Sí la tienen, Daniela insiste, la voz quebrándose. Todavía la amas. Siempre la vas a amar. Y yo estoy aquí en el medio estorbando, estorbando su memoria, estorbando tu vida, estorbando todo. No estás estorbando nada. Rodrigo dice, se acerca. Salvaste mi vida, salvaste la vida de mi hija. Pero la gente no lo ve así. Daniela dice, “Y no aguanto, Rodrigo, no aguanto ser juzgada, ser vista como la otra, como la sustituta, como alguien que no debería estar aquí.” Rodrigo sostiene sus hombros firme pero gentil.
La mira a los ojos. Tenés razón. Amo a Mariana. Siempre la voy a amar, pero eso no significa que tengo que vivir muerto, que tengo que enterrarme con ella. Ella no iba a querer eso. Lo sé, Daniela. Susurra. Pero es muy pronto para todos, para mí, para vos, para su memoria. Se aleja, creo que es mejor que me vaya, dice, antes de que esto se complique más, antes de que arruine más todavía. No, Rodrigo dice, casi un grito.

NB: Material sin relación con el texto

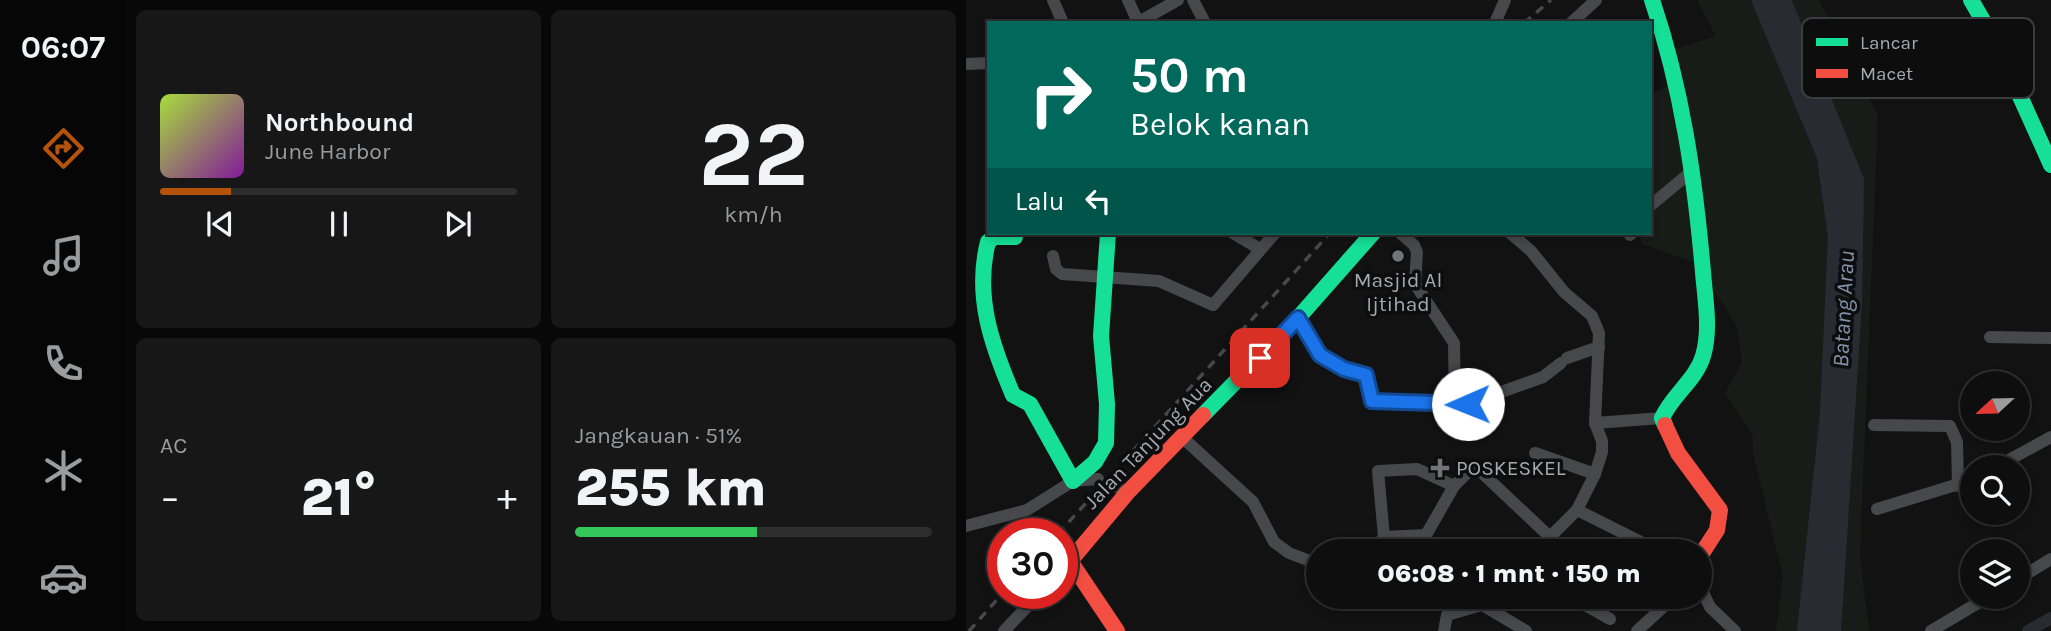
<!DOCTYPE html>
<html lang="id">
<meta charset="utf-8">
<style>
:root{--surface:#0e0e0e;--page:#171717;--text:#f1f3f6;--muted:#9b9c9e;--line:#2e2e2e;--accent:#b45309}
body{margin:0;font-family:Karla,sans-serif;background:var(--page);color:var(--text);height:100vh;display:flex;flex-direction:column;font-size:26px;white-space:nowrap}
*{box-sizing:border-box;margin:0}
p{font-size:23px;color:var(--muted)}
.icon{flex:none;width:38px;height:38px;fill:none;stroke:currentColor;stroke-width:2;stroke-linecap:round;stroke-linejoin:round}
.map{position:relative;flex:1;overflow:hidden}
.side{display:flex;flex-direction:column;gap:10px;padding:10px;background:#080808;width:840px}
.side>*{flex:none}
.guide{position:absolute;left:21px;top:21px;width:665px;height:214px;border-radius:0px;box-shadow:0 4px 10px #0003,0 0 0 2px var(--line);background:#00695c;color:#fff;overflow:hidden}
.needle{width:46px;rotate:248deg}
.tools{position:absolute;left:994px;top:371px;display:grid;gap:14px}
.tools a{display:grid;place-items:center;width:70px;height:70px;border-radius:50%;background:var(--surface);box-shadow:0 4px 10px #0003,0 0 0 2px var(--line);font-size:35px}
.speed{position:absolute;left:21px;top:518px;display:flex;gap:14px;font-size:35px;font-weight:700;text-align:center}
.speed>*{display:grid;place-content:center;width:91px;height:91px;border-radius:50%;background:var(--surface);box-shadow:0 4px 10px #0003,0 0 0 2px var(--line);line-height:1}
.speed .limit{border:10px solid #d22;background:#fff;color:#111}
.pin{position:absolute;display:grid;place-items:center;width:60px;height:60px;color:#fff;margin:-30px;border-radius:14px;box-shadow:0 4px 10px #0006}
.me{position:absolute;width:77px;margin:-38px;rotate:269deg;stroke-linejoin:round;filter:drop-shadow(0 0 5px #0008)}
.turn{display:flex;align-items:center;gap:24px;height:147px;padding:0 28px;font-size:32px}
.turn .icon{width:91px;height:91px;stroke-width:2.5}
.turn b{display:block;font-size:49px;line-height:60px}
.then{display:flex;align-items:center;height:66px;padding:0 28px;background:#0003;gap:14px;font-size:26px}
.big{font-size:52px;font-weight:800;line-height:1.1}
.side .widget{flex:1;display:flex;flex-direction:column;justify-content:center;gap:10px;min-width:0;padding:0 24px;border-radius:10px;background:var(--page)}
.side .dial{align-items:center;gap:0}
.dial b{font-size:91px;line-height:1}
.song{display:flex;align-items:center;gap:21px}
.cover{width:84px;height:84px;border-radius:10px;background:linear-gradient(135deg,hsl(80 70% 55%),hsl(290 70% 35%))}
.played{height:7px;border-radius:4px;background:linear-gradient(90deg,var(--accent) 20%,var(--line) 20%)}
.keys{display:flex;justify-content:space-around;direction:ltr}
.heat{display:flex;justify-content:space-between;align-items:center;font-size:38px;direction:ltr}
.charge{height:10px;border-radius:5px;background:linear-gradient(90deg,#34c759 51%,var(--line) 0)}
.side .tiles{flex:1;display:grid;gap:10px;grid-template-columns:repeat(2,1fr)}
.trip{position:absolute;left:340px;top:539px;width:406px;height:70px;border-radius:35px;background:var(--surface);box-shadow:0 4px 10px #0003,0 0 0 2px var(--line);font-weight:800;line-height:70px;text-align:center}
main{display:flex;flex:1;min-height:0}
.dock{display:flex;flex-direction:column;width:126px;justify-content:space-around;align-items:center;background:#060606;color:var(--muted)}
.dock .icon{width:49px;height:49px}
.dock .current{color:var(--accent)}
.dock b{font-size:32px;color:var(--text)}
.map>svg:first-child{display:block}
</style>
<main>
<nav class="dock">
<b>06:07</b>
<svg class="icon current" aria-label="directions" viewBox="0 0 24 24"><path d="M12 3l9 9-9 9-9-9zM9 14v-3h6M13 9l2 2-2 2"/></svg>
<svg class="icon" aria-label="music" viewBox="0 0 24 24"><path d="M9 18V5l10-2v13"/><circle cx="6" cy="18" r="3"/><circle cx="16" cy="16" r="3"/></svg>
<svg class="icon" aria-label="phone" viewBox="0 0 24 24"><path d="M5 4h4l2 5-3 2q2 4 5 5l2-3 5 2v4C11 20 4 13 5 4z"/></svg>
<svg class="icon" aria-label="climate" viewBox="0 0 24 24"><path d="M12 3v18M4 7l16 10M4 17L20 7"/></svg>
<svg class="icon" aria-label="car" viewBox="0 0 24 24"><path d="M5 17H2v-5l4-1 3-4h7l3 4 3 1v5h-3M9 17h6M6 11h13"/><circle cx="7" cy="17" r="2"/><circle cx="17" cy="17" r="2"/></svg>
</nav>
<section class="side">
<div class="tiles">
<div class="widget">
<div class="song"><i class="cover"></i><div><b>Northbound</b><p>June Harbor</p></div></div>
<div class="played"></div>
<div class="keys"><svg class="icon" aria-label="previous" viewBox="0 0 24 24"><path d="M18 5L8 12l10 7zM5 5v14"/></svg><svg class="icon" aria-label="pause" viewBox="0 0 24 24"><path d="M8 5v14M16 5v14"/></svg><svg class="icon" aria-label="next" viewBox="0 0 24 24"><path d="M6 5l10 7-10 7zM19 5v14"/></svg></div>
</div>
<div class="widget dial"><b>22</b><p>km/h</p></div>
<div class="widget"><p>AC</p>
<div class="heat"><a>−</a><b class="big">21°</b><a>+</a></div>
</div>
<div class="widget"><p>Jangkauan · 51%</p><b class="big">255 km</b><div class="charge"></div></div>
</div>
</section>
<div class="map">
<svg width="1085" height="631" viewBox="0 0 1085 631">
<rect width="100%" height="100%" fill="#121213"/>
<path fill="#181c19" d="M731,0H853L912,115L894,555L903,631H810L817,576L787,453L786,433L759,393L776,363L771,326L730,263L676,244L673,233H684V95L707,83L701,52L750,36Z"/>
<path fill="#282c32" d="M785,0H825L827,3L898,179L896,303L875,631H831L854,413L862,237L851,158Z"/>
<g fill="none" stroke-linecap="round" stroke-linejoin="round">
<path stroke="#282c32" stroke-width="12" d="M1062,631L1085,618"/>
<g stroke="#47484b" stroke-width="12">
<path d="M87,0L97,23"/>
<path d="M162,0L172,22"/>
<path d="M227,0L239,23"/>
<path d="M171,23L212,0"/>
<path d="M529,23L539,0"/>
<path d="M605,23L630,0"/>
<path d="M0,64L23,63"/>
<path d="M684,206L726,171"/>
<path d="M267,233L294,249"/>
<path d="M434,233L448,245L451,252L449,284L488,343L489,406"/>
<path d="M544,233L565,251L598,292L626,316L633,333L629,423L636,441V452L629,474L611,510L570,551"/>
<path d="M664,235L666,233"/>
<path d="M87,256L90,269L96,274L193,281L247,305L309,233"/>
<path d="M332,318L354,355L378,369L400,375L403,397L408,402L502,404L577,377L595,363"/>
<path d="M1024,337L1085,338"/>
<path d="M601,358L633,347"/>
<path d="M629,423L696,418"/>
<path d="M908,425L984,426L991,442L992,486"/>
<path d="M217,438L287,502L308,542L323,553L352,564"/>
<path d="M569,453L629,474"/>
<path d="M1030,467L1085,437"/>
<path d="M147,485L162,492"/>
<path d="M488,486L502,472L514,471L584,537"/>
<path d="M911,509L1006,480"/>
<path d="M611,510L693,551"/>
<path d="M0,526L61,510L107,481L132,479"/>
<path d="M407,551L418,537L412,471L451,469L488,486L460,535L418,537"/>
<path d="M1052,579L1085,559"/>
<path d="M733,584L744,607L769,631"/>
<path d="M605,597L644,619"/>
<path d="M515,604L560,631"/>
<path d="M38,631L74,593"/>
<path d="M478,631L481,615L512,606L523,597"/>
<path d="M671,631L708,597"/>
<path d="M965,631L1022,597"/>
</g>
<g stroke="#16e098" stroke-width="16">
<path d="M686,0C716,88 729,179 737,272C739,299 745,329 737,356C730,380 706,395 696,418L699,425"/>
<path d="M1005,0L1030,43L1085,165"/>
<path d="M49,237H28L22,242C8,296 26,346 47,395L64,404L107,481L129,462L140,443L141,404L135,336L142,233"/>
<path d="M237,415L332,318L407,233"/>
</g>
<g stroke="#f24e42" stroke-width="16">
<path d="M699,425L712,453L754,510L751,530L733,558"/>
<path d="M151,631L104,561L162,492L237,415"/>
</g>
<g stroke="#48484a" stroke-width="3.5" stroke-dasharray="9 7" stroke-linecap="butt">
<path d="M558,23L585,0"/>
<path d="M92,534L364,233"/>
<path d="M3,631L37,593"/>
</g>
</g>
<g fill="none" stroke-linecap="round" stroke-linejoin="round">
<g stroke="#114b97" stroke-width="18">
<path id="route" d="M294,358L332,318L354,355L378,369L400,375L406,401L502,404"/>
</g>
<use href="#route" stroke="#1a73e8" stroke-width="12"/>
</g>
<g fill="#72747a" stroke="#0d0d0e" stroke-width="2.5">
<circle cx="432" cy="256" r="7"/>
<path d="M470.5 457.5h7v7h7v7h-7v7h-7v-7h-7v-7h7z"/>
</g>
<g text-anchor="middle" stroke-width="7" stroke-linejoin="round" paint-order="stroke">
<g font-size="21" fill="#a5a8b2" stroke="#0d0d0e">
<text x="432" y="287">Masjid Al<tspan x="432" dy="24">Ijtihad</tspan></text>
<text x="490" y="475" text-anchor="start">POSKESKEL</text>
</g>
<g font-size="21" fill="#a5a8b2" stroke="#0d0d0e">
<text transform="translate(182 443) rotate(-46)" y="7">Jalan Tanjung Aua</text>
</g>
<g font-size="23" font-style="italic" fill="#7f92aa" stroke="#0d0d0e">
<text transform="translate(877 309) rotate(-87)" y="8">Batang Arau</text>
</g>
</g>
<rect x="836" y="18" width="232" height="80" rx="10" fill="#0d0d0e" stroke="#3b3c3f" stroke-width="2"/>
<rect x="850" y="38" width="32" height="8" fill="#16e098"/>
<rect x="850" y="69" width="32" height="9" fill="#f24e42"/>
<g font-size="19" fill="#a5a8b2">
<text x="894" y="49">Lancar</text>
<text x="894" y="80">Macet</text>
</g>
</svg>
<div class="tools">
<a><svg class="needle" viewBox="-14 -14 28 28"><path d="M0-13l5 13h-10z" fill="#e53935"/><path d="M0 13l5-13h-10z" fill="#9b9c9e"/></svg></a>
<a><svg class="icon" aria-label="search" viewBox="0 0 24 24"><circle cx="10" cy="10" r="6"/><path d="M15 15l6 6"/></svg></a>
<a><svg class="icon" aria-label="layers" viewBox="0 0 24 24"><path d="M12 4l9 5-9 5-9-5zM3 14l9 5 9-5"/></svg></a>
</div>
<div class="speed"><div class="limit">30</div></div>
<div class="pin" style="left:294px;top:358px;background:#d93025"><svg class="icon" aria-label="arrive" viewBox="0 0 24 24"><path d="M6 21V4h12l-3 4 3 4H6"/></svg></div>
<svg class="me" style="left:502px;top:404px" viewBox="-20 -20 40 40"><circle r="19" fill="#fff"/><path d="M0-13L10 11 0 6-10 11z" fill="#1a73e8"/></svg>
<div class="trip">06:08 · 1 mnt · 150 m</div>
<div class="guide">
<div class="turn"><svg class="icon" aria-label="right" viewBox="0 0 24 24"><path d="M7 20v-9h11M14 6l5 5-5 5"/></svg><div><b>50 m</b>Belok kanan</div></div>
<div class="then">Lalu<svg class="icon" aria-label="left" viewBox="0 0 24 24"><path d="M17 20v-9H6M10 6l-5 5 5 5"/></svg></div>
</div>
</div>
</main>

No hagas eso, por favor. Pero Daniela ya decidió. Sale del cuarto, va a su cuarto y cierra la puerta. Rodrigo se queda afuera. Daniela llama, por favor. No hagas esto. No me abandones. No abandones a Luna. Pero ella no responde. Solo se sienta en la cama y llora y decide. Esta noche se va. Antes de arruinar todo, antes de lastimar a más personas. Rodrigo despierta con el llanto de luna. Mira el reloj en la mesa de noche.
6:30 de la mañana. Luz del sol entrando por la ventana. Extraño. Daniela siempre despierta antes que la bebé. Siempre tiene el sueño ligero. El llanto de luna la despierta inmediatamente. Se levanta, va hasta el cuarto de Luna. La puerta está cerrada. Daniela siempre la deja entreabierta. Siempre. Un apretón en el pecho. Abre la puerta. Luna está en la cuna, sola, llorando. Mira alrededor. ¿Dónde está Daniela? Toma a Luna en brazos. La bebé se calma un poco, pero continúa llorando bajito, buscando.
Dani, balbucea. Dani es la palabra que más dice ahora llamando a Daniela. Rodrigo sale del cuarto, va hasta el cuarto de empleada donde Daniela duerme o dormía, la puerta está abierta, entra. La cama está arreglada, perfectamente arreglada. Las cosas de ella no están ahí. El armario está vacío. El cepillo de dientes no está en el baño. Las pantuflas que quedaban al lado de la cama desaparecieron. El corazón de Rodrigo se acelera. No, no, no. corre a la cocina aún con luna en brazos y ve una carta en la mesa blanca doblada con su nombre escrito a mano al frente.
La toma con la mano temblorosa. Abre, lee. Rodrigo viene aquí para ayudar a Luna a tener un papá. Ahora lo tiene. Mi trabajo está completo. Que darme sería egoísmo por tu reputación, por la memoria de Mariana y por la paz de Luna. Gracias por dejarme ser parte de esta historia. Cuídala bien y cuídate. Daniela Rodrigo siente el piso desaparecer. Lee de nuevo y de nuevo como si las palabras fueran a cambiar, pero no cambian. Se fue. Realmente se fue.
Corre hasta el cuarto de doña Beatriz. Toca la puerta repetidamente. Beatriz. Beatriz. La puerta se abre. Doña Beatriz está con los ojos rojos. También tiene una carta en la mano, igual a la de él. Ya sabía dónde está Rodrigo pregunta. La voz desesperada. Luna llorando en sus brazos. Dani, Dani. Beatriz suspira. Las lágrimas caen. Se fue a casa de su mamá en el interior. ¿Dónde? ¿Qué ciudad? Beatriz duda. Déjala ir, Rodrigo. Es mejor así para todos. No es mejor.